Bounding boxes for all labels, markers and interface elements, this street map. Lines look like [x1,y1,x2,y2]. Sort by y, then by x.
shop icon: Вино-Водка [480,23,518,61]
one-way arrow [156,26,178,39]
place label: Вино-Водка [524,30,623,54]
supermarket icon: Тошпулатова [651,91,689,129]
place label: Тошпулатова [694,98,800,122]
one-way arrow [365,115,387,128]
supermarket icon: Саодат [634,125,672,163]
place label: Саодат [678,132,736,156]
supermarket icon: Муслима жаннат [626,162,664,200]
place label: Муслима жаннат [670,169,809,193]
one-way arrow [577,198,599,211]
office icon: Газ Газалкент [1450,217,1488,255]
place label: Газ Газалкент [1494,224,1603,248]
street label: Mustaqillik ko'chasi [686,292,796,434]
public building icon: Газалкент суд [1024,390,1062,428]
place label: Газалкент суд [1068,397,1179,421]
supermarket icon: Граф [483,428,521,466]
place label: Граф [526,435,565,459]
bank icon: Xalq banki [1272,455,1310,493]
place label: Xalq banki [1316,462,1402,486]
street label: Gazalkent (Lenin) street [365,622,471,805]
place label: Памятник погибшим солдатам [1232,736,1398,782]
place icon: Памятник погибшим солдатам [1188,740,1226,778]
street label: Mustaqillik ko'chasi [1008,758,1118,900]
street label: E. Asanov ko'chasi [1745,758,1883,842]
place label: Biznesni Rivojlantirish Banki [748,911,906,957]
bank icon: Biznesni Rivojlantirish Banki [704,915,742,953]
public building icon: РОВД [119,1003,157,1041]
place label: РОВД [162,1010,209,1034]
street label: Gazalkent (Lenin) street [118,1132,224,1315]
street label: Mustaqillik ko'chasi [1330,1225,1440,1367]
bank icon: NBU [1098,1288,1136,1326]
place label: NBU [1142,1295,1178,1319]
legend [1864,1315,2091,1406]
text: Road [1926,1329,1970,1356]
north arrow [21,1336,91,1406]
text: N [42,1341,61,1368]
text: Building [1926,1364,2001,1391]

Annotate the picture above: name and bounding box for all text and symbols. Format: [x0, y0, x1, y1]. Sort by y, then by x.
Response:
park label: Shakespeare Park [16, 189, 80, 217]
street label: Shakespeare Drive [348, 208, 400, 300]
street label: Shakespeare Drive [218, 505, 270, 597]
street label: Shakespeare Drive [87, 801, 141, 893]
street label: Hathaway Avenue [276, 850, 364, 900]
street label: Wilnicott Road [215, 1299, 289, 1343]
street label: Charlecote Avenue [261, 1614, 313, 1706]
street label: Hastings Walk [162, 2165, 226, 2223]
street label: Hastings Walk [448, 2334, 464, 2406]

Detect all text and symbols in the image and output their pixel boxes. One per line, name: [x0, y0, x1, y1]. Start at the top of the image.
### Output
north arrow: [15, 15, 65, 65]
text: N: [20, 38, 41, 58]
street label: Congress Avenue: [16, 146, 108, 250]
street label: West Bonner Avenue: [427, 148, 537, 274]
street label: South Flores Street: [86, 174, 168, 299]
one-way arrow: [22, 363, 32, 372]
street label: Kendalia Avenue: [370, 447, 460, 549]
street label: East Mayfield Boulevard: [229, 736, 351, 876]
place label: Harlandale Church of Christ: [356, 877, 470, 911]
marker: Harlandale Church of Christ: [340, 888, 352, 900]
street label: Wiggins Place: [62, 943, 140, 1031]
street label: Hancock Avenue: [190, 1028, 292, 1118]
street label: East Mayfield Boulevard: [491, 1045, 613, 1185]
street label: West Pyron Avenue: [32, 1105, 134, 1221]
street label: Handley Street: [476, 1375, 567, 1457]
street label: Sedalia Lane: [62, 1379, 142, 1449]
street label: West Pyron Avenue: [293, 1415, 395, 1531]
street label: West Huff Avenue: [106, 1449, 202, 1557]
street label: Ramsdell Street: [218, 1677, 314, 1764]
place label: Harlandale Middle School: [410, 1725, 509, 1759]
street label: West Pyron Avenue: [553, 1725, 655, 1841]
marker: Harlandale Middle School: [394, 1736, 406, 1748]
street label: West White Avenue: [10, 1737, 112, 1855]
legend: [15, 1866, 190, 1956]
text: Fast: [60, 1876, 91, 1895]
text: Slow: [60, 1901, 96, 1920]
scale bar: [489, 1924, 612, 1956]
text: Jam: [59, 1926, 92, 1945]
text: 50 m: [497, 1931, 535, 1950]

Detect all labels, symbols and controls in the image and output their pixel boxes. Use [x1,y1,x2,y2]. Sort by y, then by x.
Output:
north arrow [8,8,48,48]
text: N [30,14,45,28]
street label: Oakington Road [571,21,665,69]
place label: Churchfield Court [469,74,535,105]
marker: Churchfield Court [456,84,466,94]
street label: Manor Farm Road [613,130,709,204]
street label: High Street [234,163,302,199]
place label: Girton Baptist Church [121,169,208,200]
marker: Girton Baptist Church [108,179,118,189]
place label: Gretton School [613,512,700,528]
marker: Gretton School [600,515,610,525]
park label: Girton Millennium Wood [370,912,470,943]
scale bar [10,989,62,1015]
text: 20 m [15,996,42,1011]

◆ ◆ ◆

=== YOUR ASSIGNMENT ===
For the string "symbols", filter the data and copy out each line where it occurs.

=== FINISHED EXERCISE ===
Annotate the picture above: name and bounding box for all text and symbols. Format: [x0, y0, x1, y1]. Sort by y, then by x.
Detect all text and symbols in the image and output their pixel boxes. One per line, name: [x0, y0, x1, y1]. Start at the top of the image.
Detect all labels, symbols and controls in the image and output their pixel boxes. Use [x1,y1,x2,y2]. Sort by y, then by x.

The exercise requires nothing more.